Pus termo ao novo louvor do rapaz, chamando um escravo para dar algumas
ordens.
E retirei-me ao meu quarto.
O sono dessa noite não foi o sono dos justos, podes crer. O que me irritava
era a preocupação constante em que eu andava depois destes acontecimentos. Já
eu não podia fugir inteiramente a essa preocupação: era involuntária, subjugava-me,
arrastava-me. Era a curiosidade do coração, esse primeiro sinal das tempestades
em que sucumbe a nossa vida e o nosso futuro.

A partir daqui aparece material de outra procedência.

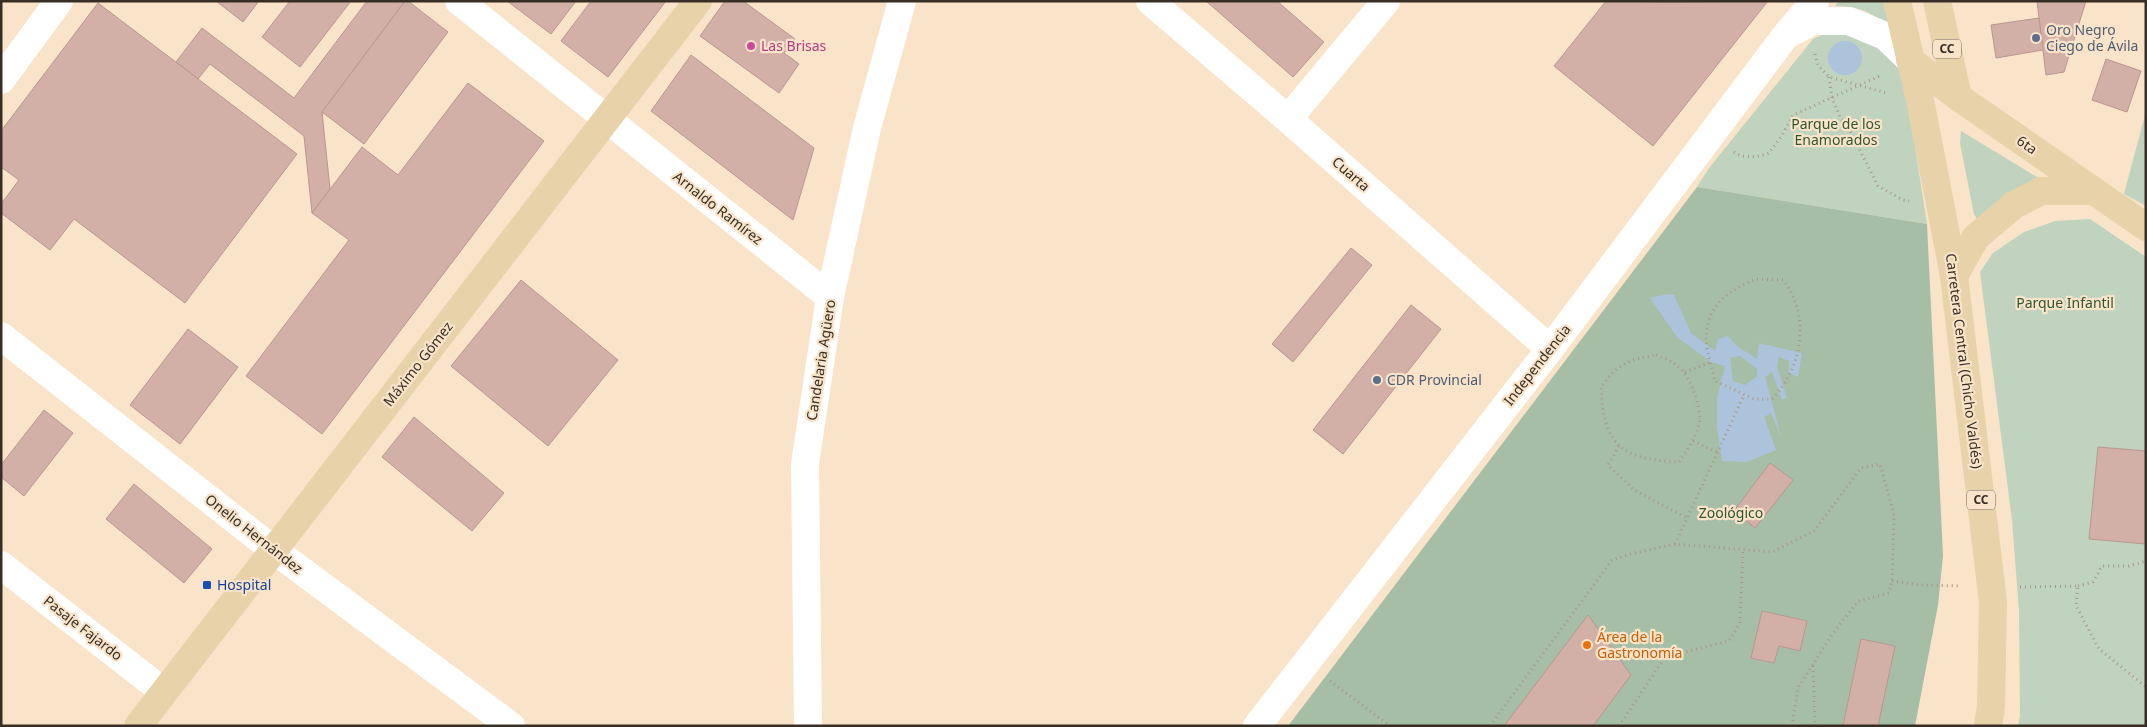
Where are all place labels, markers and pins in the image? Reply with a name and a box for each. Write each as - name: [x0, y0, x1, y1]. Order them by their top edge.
- place label: Oro Negro Ciego de Ávila: [2046, 20, 2138, 55]
- marker: Oro Negro Ciego de Ávila: [2030, 32, 2042, 44]
- place label: Las Brisas: [761, 36, 827, 55]
- marker: Las Brisas: [745, 40, 757, 52]
- place label: CDR Provincial: [1387, 370, 1482, 389]
- marker: CDR Provincial: [1371, 374, 1383, 386]
- place label: Hospital: [217, 575, 271, 594]
- marker: Hospital: [201, 579, 213, 591]
- place label: Área de la Gastronomía: [1597, 627, 1682, 662]
- marker: Área de la Gastronomía: [1581, 639, 1593, 651]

Parece que aquele homem lia na minha alma e sabia apresentar-se no
momento mais próprio a ocupar-me a imaginação como uma figura poética e
imponente. Tu, que o conheceste depois, dize-me se, dadas as circunstâncias
anteriores, não era para produzir esta impressão no espírito de uma mulher como
eu!
Como eu, repito. Minhas circunstâncias eram especiais; se não o soubeste
nunca, suspeitaste-o ao menos.
Se meu marido tivesse em mim uma mulher, e se eu tivesse nele um marido,
minha salvação era certa. Mas não era assim. Entramos no nosso lar nupcial como
dous viajantes estranhos em uma hospedaria, e aos quais a calamidade do tempo e
a hora avançada da noite obrigam a aceitar pousada sob o teto do mesmo aposento.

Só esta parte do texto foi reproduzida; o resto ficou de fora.